Our analysis still suffers a number of limitations. First of all, we used a single even if meaty document taking into account only the number and the direction of phone calls, an information that by itself is not unequivocally meaningful of the role played by a person within a group. The level of social activity (in our case the number of phone calls) of a leader can significantly vary depending on the organization (e.g. Mafia, Camorra or Ndrangheta), the region and the culture considered. According to this consideration, it clearly emerged how the creation of an effective investigative tool requires not only to increase the amount and variety of information processed (e.g., gathering data from various criminal justice databases) but also to refine criteria used in processing judicial and police information “embedding” the inquirers know-how in the analysis. In this perspective, it would be useful to estimate the significance of other investigative information (e.g. criminal records ) with regards to the probability that an individual is part of the criminal organization. The most interesting result, however, is found on the methodological level: our experience showed that, as authoritatively highlighted in von Lampe (2006), an interdisciplinary approach to crime analysis is an essential condition for the development of effective interdiction and law enforcement strategies.

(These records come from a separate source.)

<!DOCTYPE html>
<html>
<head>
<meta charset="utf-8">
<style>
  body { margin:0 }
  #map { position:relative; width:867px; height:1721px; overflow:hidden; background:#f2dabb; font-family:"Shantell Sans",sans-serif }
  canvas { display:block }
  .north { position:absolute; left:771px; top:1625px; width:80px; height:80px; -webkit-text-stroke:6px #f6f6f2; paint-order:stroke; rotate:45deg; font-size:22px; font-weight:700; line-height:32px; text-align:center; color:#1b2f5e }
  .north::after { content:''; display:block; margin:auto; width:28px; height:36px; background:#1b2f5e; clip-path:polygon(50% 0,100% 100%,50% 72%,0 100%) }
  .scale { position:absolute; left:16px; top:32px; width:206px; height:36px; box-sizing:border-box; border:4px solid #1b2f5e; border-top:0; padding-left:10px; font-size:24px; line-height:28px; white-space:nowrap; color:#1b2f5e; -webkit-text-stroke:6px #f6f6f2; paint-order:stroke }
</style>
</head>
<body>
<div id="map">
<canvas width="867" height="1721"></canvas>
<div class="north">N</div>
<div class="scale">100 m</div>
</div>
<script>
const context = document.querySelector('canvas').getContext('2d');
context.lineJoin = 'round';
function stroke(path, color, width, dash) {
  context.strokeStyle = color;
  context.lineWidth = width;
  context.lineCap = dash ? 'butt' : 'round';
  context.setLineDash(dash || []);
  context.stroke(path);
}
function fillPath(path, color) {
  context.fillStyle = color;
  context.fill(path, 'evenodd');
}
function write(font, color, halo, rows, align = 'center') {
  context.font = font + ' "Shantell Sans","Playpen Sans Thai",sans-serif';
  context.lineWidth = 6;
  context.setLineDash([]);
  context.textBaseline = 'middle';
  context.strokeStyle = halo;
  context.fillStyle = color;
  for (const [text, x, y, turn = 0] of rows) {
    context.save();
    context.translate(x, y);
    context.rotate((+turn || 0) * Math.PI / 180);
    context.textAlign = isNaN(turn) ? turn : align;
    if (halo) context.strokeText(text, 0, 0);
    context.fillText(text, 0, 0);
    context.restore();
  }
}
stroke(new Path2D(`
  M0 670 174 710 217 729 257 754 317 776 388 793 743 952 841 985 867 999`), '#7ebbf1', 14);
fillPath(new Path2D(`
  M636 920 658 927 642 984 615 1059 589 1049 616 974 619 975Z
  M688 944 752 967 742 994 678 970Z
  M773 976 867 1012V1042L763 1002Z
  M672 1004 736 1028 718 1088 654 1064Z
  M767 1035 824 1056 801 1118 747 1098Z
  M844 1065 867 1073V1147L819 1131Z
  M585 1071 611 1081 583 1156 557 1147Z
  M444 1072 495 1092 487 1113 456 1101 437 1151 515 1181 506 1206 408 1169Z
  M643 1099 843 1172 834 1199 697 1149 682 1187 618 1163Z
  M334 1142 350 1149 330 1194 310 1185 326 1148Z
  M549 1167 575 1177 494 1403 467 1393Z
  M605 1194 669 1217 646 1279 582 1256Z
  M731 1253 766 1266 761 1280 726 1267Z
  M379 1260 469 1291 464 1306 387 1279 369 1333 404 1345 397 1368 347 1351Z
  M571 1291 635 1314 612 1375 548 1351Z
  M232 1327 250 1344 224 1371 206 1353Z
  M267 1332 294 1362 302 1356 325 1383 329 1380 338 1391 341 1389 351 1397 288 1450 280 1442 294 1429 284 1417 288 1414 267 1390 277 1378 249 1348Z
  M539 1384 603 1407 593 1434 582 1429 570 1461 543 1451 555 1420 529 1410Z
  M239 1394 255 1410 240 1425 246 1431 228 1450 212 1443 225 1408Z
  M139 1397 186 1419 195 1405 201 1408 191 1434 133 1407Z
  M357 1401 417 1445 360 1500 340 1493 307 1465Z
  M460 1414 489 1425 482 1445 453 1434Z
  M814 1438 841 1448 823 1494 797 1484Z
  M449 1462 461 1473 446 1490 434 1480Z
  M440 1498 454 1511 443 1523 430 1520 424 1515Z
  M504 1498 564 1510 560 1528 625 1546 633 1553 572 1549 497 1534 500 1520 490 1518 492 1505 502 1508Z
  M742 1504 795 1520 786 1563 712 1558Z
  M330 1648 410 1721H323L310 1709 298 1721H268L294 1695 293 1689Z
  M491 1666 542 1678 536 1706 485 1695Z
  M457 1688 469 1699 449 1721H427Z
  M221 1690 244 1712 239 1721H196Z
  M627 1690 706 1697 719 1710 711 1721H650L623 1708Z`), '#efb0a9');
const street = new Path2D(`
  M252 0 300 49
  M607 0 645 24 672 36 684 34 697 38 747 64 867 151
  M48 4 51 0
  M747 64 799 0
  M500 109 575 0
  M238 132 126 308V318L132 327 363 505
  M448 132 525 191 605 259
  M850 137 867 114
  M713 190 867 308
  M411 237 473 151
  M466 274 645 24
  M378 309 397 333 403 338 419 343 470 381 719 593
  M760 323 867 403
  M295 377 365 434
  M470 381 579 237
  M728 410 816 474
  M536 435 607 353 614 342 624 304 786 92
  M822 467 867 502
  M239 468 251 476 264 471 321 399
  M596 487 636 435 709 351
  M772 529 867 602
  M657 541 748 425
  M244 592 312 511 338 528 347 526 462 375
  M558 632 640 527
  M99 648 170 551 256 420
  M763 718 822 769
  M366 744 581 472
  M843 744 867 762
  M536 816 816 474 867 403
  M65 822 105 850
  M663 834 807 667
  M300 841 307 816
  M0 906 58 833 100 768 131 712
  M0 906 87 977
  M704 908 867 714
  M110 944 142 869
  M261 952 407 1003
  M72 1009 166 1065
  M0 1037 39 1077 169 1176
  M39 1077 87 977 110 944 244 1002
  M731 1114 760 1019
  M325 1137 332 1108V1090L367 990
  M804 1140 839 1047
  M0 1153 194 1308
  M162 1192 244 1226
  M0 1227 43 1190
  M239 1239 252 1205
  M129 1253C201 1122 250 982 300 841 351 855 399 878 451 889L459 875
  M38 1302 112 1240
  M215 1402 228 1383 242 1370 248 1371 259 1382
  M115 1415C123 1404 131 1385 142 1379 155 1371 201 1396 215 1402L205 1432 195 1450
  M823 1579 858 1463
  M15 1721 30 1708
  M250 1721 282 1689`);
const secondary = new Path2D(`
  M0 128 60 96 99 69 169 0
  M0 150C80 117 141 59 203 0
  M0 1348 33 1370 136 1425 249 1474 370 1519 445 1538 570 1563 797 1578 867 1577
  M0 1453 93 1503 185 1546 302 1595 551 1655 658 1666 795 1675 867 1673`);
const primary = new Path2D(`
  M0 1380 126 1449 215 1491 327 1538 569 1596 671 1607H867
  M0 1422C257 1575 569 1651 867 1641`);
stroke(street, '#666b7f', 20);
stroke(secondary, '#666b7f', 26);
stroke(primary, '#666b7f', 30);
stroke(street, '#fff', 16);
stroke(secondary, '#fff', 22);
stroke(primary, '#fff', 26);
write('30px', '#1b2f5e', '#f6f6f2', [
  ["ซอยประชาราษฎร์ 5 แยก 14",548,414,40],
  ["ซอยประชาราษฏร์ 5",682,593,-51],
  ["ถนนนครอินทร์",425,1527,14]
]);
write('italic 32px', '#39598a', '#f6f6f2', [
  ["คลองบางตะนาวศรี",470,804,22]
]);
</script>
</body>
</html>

Future works will cover different aspects. From a theoretical point of view, we will continue the study of the contribution that social sciences (from criminology to sociology etc.) can give to the understanding of the criminal phenomenon. From an application point of view, a first goal is represented by the enhancement of document drafting features: we are planning to embed templates for each of the different documents to be created during the investigations in order to ease the work of the users. Another relevant goal is to enhance the analysis. We are not only planning to take into account available and not yet used metadata (e.g. activity area, criminal records, family ties etc.), but we will also experiment NLP and sentiment analysis techniques to extract relevant information from the message content (e.g. level dangerousness of individuals; details about the content and the evolution of the criminal activities etc.). Moreover, we will compare the effectiveness of different algorithms for both community detection and predictive analyses. The implementation of more advanced visual information retrieval functionalities is another important aspect for investigators, while the support for online synchronous collaboration will be extremely useful for public prosecutors and police officers.

Finally, we plan to perform an in-depth evaluation study in order to assess the usability of CrimeMiner and its overall satisfaction and acceptance. Moreover, domain experts will be involved in order to also assess its effectiveness with real use cases.